- Born: Pati Navalta
- Occupations: Communications executive, author, advocate
- Employer: California State University
- Known for: Gun violence prevention advocacy; Founder of the Robby Poblete Foundation
- Notable work: My Filipino Grandparents in America (2006) A Better Life: A Memoir of Peace in the Face of Tragedy (2018)
- Title: Associate Vice Chancellor, Strategic Communications and Brand Marketing

= Pati Navalta Poblete =

Pati Navalta Poblete is an American communications executive, author, and gun violence prevention advocate. She serves as Associate Vice Chancellor of Strategic Communications and Brand Marketing for the Office of the Chancellor at the California State University system.

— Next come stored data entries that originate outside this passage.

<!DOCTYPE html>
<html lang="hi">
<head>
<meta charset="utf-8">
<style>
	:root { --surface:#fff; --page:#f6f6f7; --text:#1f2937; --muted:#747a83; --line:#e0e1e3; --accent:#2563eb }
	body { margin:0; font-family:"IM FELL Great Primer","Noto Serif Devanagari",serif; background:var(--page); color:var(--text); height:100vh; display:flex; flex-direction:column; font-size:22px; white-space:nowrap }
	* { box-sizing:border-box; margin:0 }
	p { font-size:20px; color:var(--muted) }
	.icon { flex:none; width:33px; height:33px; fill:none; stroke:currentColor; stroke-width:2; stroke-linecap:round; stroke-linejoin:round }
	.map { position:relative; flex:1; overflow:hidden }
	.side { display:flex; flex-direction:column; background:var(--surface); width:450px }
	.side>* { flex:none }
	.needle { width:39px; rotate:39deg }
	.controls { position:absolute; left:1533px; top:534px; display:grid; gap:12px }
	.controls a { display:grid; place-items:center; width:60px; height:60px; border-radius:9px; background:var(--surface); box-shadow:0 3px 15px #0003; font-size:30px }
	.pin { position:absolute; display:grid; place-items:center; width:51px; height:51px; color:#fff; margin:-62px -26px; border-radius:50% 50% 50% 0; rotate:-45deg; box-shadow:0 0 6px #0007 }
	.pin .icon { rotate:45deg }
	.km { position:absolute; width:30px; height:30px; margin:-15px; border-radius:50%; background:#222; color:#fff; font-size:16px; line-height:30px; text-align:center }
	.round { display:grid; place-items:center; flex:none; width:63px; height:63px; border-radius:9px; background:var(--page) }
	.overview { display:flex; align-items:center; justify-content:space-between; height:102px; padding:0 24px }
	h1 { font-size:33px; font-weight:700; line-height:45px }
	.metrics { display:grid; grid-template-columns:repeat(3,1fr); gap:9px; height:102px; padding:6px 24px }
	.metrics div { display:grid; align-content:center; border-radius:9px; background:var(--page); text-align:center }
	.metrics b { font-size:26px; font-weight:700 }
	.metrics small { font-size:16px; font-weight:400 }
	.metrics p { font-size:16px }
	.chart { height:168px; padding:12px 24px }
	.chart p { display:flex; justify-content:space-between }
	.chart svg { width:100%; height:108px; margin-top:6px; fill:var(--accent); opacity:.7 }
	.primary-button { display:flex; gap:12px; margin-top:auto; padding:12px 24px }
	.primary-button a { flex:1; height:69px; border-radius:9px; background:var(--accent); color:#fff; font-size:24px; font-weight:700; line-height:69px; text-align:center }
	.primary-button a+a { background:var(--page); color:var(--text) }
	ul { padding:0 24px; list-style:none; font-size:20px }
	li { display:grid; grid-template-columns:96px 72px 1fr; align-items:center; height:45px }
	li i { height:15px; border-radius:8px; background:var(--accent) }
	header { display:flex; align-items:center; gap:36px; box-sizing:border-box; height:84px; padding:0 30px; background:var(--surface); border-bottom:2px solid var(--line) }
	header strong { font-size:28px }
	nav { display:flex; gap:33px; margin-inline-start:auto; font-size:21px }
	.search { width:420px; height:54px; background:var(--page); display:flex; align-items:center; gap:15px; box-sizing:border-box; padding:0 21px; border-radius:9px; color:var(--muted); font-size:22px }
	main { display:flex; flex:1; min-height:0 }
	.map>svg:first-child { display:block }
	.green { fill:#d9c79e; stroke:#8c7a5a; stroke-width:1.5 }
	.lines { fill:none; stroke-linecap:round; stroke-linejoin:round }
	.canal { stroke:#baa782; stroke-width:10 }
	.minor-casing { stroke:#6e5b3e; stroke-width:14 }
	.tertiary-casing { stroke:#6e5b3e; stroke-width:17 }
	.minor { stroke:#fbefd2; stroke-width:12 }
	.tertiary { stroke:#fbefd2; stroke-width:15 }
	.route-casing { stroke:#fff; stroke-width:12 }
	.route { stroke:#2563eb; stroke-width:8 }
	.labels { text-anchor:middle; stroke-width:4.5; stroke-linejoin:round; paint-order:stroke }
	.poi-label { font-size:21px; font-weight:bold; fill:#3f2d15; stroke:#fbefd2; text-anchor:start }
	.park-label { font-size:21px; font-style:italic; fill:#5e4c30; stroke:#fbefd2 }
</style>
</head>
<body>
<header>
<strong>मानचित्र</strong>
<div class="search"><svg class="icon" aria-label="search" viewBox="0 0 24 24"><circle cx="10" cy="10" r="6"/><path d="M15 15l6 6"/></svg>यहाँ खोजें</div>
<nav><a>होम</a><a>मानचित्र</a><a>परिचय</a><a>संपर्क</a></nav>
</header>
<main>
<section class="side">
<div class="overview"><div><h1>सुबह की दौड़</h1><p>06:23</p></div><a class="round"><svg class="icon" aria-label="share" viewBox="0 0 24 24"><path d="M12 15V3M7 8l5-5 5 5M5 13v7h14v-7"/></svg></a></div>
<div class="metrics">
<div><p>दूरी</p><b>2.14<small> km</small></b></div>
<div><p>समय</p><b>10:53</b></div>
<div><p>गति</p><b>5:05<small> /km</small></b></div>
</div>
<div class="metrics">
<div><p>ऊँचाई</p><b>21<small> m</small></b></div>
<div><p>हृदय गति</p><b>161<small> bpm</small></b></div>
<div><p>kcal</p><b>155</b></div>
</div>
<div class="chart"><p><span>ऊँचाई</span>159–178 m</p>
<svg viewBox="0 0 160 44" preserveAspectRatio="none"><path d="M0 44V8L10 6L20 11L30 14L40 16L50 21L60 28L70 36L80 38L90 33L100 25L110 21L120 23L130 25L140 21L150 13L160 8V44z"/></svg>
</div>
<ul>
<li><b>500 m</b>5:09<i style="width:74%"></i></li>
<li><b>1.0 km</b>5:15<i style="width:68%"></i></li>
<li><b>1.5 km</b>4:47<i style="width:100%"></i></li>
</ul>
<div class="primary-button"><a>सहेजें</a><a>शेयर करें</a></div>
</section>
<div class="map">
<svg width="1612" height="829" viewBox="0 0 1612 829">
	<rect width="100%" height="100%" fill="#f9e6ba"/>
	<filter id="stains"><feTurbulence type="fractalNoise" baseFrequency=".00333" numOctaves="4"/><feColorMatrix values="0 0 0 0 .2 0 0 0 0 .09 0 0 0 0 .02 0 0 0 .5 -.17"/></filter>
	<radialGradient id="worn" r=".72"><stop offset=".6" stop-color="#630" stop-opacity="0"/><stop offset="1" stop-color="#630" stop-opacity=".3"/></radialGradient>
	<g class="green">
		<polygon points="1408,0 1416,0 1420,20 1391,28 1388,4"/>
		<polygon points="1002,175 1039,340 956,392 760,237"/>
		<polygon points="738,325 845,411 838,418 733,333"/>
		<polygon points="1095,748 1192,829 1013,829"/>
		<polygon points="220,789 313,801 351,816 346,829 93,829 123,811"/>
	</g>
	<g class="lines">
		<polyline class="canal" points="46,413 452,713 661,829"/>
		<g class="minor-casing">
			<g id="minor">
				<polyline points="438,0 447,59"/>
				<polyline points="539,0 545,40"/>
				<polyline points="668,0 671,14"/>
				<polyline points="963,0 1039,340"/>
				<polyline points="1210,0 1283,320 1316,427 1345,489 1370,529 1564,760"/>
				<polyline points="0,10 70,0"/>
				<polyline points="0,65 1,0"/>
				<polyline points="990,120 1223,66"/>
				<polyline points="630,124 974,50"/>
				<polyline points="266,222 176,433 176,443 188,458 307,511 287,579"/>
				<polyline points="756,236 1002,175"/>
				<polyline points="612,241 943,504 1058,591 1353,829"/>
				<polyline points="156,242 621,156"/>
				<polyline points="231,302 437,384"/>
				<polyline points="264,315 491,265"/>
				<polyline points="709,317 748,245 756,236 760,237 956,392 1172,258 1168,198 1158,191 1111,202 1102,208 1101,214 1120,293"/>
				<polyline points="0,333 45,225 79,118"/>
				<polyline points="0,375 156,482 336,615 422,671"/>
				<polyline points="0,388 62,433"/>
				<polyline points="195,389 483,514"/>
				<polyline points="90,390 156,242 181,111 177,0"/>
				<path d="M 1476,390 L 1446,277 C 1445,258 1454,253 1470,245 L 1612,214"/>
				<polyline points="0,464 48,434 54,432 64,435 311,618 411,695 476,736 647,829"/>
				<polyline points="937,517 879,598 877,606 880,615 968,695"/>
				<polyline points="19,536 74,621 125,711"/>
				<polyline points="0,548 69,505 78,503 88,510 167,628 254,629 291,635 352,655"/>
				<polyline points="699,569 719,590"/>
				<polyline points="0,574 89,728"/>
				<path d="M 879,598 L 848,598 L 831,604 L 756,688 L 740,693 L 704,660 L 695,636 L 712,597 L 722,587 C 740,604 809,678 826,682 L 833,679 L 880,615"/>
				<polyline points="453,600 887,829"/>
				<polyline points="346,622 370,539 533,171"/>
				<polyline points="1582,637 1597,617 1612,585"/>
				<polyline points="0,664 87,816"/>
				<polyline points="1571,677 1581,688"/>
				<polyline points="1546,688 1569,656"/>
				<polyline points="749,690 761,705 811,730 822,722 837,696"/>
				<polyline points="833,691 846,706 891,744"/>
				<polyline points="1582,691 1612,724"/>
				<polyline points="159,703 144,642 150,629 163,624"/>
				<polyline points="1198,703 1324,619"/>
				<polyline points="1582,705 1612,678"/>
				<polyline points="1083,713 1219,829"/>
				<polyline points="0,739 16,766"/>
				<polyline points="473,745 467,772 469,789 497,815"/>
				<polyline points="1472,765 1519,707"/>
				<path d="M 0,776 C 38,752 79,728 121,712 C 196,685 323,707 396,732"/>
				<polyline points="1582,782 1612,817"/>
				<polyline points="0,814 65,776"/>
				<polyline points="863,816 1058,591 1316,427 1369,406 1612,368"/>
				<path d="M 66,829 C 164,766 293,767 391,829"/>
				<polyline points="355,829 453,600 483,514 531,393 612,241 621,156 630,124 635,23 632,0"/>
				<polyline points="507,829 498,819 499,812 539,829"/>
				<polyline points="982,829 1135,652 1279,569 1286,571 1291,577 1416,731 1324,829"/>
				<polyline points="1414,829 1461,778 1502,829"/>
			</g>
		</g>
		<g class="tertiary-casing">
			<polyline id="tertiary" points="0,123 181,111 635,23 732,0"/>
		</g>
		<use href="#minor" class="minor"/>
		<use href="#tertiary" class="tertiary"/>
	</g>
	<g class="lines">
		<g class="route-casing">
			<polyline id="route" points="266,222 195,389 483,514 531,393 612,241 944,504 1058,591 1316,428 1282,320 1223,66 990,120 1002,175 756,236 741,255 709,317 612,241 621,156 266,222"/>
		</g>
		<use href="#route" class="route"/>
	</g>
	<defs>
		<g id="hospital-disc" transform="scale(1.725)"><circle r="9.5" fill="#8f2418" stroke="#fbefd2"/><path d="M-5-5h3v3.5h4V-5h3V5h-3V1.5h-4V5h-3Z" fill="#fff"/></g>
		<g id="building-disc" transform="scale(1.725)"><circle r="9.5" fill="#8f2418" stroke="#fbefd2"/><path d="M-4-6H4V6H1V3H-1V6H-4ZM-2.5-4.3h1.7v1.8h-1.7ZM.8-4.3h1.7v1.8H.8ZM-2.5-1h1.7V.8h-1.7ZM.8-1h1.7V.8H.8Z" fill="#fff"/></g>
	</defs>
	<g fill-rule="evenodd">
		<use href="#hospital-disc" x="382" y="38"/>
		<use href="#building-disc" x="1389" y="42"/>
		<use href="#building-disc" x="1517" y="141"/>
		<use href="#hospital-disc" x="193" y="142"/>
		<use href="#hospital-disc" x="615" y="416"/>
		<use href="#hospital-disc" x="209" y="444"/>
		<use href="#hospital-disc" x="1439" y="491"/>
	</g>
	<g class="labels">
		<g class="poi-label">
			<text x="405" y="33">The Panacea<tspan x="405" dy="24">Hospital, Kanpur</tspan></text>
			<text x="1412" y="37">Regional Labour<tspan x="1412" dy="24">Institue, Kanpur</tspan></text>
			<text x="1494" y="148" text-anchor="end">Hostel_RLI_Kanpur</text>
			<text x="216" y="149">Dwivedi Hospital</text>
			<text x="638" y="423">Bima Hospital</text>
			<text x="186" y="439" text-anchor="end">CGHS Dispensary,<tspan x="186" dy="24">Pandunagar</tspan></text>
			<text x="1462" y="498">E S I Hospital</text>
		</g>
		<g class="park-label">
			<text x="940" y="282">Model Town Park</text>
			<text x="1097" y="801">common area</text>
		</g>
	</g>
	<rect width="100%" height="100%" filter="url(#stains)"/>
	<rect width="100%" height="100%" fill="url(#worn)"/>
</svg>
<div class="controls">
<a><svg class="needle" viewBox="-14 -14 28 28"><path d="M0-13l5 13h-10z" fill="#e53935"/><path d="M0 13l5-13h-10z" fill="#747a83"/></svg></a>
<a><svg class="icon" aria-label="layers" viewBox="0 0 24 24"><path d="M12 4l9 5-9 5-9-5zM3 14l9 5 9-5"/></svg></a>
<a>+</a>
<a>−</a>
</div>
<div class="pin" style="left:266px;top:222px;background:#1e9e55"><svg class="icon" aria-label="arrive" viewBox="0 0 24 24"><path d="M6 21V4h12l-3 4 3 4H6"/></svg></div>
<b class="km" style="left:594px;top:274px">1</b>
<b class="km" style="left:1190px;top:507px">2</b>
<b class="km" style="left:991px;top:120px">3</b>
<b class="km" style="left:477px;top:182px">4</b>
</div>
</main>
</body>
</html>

Poblete is the founder and executive director of the Robby Poblete Foundation, a nonprofit organization dedicated to reducing gun violence and creating career pathways for at-risk populations. She established the foundation after the shooting death of her son, Robby Poblete, on September 21, 2014, in Vallejo, California.

==Career==

At California State University, Poblete leads systemwide strategic communications and brand marketing initiatives for the nation’s largest four-year public university system. She has held senior communications roles within the CSU system, including leadership in public affairs and integrated marketing.

Her work has included overseeing major systemwide campaigns and strategic messaging initiatives.

==Writing==

Poblete is the author of The Oracles: My Filipino Grandparents in America (Heyday Books, 2006), a work exploring Filipino American identity and intergenerational experience. The book has been discussed in coverage of Filipino American literature and representation.

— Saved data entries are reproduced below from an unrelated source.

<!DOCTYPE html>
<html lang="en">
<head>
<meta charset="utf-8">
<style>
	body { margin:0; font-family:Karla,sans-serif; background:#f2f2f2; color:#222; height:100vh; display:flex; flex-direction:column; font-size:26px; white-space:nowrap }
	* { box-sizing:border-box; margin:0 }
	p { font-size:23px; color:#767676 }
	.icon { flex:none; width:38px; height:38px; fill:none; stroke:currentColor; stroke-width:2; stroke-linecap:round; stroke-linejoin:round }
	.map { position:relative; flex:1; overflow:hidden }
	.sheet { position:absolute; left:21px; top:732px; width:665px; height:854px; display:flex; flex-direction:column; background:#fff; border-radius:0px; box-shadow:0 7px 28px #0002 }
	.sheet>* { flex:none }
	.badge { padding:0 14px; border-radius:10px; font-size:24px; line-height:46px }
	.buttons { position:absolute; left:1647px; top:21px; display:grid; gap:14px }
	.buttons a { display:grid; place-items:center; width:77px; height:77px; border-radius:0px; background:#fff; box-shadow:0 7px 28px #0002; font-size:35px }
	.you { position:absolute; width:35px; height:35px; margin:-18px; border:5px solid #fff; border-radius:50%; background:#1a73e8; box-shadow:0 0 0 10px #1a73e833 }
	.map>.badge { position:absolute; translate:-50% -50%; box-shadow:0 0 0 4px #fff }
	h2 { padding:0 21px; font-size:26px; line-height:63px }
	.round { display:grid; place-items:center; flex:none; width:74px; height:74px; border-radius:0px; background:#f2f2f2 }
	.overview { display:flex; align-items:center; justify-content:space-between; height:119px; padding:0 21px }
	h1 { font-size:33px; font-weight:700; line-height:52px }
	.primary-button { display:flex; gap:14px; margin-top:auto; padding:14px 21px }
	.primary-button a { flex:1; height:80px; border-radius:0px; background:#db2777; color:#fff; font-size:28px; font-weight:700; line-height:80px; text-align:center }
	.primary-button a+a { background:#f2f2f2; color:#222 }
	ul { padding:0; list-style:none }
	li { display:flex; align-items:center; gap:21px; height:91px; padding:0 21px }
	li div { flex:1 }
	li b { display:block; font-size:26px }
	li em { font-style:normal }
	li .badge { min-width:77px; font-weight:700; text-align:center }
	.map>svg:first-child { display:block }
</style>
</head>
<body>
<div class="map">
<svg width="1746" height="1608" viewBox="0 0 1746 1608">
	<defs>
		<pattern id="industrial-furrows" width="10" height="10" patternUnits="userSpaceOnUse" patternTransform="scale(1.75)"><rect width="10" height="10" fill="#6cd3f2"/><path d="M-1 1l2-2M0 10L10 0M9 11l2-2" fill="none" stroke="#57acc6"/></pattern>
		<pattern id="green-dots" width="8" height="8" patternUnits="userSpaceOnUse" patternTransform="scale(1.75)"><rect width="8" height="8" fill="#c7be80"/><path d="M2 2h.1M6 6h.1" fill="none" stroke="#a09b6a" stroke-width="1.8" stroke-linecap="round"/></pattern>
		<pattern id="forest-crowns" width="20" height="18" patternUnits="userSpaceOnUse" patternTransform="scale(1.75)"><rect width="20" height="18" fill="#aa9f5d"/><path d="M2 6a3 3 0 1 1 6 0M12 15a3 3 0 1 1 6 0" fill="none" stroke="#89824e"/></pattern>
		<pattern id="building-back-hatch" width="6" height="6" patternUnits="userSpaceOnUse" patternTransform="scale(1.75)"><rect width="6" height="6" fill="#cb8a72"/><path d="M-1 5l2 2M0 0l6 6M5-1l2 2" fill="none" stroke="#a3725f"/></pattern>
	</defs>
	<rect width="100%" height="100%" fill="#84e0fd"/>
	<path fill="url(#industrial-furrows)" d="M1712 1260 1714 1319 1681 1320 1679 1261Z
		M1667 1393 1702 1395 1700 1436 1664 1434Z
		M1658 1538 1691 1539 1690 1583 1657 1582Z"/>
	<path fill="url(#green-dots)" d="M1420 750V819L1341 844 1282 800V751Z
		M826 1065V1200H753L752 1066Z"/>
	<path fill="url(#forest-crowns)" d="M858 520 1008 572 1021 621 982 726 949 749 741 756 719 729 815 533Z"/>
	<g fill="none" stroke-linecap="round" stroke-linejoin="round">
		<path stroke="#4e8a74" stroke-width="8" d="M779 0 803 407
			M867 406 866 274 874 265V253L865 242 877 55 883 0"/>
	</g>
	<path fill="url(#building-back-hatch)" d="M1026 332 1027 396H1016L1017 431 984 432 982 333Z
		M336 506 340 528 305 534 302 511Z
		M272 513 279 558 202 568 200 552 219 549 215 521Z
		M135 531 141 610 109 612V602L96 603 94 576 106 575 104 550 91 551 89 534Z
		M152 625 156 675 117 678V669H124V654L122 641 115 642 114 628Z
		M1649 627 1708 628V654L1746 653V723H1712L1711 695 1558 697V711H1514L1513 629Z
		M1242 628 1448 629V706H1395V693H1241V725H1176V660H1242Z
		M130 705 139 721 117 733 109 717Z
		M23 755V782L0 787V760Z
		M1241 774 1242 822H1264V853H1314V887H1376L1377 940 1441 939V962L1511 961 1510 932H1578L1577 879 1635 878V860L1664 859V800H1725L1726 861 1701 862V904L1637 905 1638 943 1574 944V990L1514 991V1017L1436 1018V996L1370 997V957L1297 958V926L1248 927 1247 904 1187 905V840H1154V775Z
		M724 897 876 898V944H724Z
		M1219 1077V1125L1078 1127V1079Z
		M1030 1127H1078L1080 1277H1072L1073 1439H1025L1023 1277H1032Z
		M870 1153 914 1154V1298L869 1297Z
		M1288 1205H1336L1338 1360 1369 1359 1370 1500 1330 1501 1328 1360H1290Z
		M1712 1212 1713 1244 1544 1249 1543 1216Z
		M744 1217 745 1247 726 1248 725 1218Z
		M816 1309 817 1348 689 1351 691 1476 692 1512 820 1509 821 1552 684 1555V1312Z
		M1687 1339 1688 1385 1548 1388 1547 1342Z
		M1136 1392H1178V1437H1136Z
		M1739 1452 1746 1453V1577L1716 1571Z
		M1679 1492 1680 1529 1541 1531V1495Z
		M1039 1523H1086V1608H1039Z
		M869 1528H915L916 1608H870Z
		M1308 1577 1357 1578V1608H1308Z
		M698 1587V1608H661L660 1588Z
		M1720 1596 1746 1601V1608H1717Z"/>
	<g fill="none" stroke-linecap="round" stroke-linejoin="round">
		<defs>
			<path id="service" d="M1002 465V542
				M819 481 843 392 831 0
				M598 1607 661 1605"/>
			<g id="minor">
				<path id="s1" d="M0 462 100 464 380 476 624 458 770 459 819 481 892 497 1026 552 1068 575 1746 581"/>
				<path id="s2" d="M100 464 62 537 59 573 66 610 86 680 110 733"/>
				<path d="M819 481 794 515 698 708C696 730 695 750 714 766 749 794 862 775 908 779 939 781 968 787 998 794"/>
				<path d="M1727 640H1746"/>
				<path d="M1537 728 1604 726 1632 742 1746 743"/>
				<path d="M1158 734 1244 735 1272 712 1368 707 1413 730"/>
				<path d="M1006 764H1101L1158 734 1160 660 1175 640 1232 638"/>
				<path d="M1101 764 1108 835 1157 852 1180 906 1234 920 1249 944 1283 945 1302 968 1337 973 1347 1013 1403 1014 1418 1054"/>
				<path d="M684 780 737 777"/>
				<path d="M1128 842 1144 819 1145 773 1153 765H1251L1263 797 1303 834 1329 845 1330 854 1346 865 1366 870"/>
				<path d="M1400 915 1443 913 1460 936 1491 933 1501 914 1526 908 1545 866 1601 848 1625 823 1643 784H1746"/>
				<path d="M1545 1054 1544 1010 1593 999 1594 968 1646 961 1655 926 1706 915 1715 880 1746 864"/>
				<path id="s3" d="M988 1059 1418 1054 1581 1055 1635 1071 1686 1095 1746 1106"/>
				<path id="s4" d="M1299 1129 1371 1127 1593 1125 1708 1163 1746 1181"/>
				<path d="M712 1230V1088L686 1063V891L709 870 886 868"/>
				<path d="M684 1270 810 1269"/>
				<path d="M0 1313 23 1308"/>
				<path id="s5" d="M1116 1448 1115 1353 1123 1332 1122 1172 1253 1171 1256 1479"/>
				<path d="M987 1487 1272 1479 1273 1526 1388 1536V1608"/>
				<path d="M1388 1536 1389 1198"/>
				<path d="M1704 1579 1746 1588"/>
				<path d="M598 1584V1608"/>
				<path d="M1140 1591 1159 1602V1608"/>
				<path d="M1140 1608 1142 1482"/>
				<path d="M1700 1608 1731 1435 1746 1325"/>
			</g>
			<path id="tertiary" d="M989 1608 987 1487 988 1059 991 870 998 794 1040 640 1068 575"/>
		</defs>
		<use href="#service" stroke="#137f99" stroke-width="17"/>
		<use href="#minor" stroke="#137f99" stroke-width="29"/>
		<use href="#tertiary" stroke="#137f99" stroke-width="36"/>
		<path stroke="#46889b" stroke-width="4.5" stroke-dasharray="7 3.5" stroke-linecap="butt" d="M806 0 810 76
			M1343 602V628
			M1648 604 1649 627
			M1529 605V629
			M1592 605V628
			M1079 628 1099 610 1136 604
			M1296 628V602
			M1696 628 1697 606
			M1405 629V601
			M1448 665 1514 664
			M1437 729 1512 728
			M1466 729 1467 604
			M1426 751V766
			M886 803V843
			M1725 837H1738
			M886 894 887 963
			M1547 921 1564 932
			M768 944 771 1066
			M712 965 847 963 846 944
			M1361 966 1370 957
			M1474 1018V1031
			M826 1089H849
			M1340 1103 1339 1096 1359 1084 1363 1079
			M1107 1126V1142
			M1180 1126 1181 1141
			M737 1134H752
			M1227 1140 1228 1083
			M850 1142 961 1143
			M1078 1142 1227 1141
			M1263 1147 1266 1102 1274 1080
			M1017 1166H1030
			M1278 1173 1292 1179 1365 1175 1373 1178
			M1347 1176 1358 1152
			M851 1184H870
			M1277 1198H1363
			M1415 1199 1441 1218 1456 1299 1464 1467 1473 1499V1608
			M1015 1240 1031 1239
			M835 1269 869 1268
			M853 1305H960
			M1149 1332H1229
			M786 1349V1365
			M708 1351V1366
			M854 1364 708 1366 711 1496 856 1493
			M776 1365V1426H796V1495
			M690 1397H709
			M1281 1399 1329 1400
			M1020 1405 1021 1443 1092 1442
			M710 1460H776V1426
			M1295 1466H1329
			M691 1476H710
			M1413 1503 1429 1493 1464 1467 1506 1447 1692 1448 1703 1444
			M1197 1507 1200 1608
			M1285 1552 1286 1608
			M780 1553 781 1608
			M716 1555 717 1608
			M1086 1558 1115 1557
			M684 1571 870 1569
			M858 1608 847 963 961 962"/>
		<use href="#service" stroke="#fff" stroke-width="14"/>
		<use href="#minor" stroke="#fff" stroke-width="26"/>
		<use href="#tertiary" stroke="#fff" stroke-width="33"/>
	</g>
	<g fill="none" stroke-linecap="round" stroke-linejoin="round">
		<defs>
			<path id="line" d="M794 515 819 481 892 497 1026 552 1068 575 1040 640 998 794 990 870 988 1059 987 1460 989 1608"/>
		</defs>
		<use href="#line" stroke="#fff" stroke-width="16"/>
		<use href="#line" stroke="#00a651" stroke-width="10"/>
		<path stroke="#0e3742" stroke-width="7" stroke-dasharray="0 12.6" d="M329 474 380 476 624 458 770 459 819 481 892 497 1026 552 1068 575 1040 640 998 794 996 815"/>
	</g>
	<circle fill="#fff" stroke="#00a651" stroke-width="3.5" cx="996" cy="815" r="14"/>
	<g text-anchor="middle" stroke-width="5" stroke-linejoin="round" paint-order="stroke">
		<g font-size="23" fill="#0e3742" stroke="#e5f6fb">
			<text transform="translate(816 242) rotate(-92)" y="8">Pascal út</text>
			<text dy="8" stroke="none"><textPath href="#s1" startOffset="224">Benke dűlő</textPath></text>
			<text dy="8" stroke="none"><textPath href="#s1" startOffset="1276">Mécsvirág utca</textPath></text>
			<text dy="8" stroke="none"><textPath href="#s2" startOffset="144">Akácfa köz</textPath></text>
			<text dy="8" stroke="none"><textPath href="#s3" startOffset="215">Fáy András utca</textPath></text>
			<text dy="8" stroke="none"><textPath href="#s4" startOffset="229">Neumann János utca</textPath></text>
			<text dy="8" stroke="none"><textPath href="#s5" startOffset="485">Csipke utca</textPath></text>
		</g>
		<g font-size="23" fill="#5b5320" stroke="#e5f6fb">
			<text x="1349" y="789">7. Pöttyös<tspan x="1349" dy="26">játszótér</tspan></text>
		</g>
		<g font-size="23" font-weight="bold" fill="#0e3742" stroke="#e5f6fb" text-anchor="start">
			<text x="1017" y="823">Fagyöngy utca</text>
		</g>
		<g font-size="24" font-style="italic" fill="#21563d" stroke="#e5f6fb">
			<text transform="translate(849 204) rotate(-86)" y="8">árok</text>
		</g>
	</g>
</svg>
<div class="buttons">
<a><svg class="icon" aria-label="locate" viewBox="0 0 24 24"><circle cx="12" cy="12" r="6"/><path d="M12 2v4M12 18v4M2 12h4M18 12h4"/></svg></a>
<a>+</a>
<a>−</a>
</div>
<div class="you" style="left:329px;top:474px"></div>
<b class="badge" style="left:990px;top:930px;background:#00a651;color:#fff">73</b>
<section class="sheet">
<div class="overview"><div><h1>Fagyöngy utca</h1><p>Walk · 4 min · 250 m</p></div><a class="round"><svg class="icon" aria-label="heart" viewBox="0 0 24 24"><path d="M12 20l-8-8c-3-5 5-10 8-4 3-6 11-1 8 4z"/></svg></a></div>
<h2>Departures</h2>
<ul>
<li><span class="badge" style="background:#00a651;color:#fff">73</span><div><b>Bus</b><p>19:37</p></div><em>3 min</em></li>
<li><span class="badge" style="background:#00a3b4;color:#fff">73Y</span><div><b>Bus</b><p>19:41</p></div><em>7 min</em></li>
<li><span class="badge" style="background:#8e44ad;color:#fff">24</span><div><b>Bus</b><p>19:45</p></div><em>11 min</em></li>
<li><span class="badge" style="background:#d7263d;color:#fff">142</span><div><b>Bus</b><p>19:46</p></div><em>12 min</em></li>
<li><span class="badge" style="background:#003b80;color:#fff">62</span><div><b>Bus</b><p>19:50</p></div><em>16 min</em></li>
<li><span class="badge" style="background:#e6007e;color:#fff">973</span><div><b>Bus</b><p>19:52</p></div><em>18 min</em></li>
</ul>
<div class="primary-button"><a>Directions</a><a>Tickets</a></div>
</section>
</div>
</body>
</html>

She later authored A Better Life: A Memoir of Peace in the Face of Tragedy (Nothing But the Truth Publishing, 2018), recounting her family’s experience after her son’s death and her advocacy work.

==Advocacy==

Following her son’s death, Poblete became an advocate for gun violence prevention and restorative justice initiatives. Through the Robby Poblete Foundation, she has promoted programs that convert firearms into art and support job training and career pathways for individuals impacted by violence.

She has spoken publicly about gun policy and community safety, including appearances in national media discussions. Her advocacy has also been recognized in Filipino American media outlets and journalism circles.

==Awards==
- The Headliner Award, 2007: Second Place in Editorial Writing
- Scripps Howard Foundation Editorial Commentary Prize, 2007, for writing on California's troubled foster care system
- Society of Professional Journalists Sigma Chi Award, 2006, for “California’s Dysfunctional Foster-Care System” article at the San Francisco Chronicle.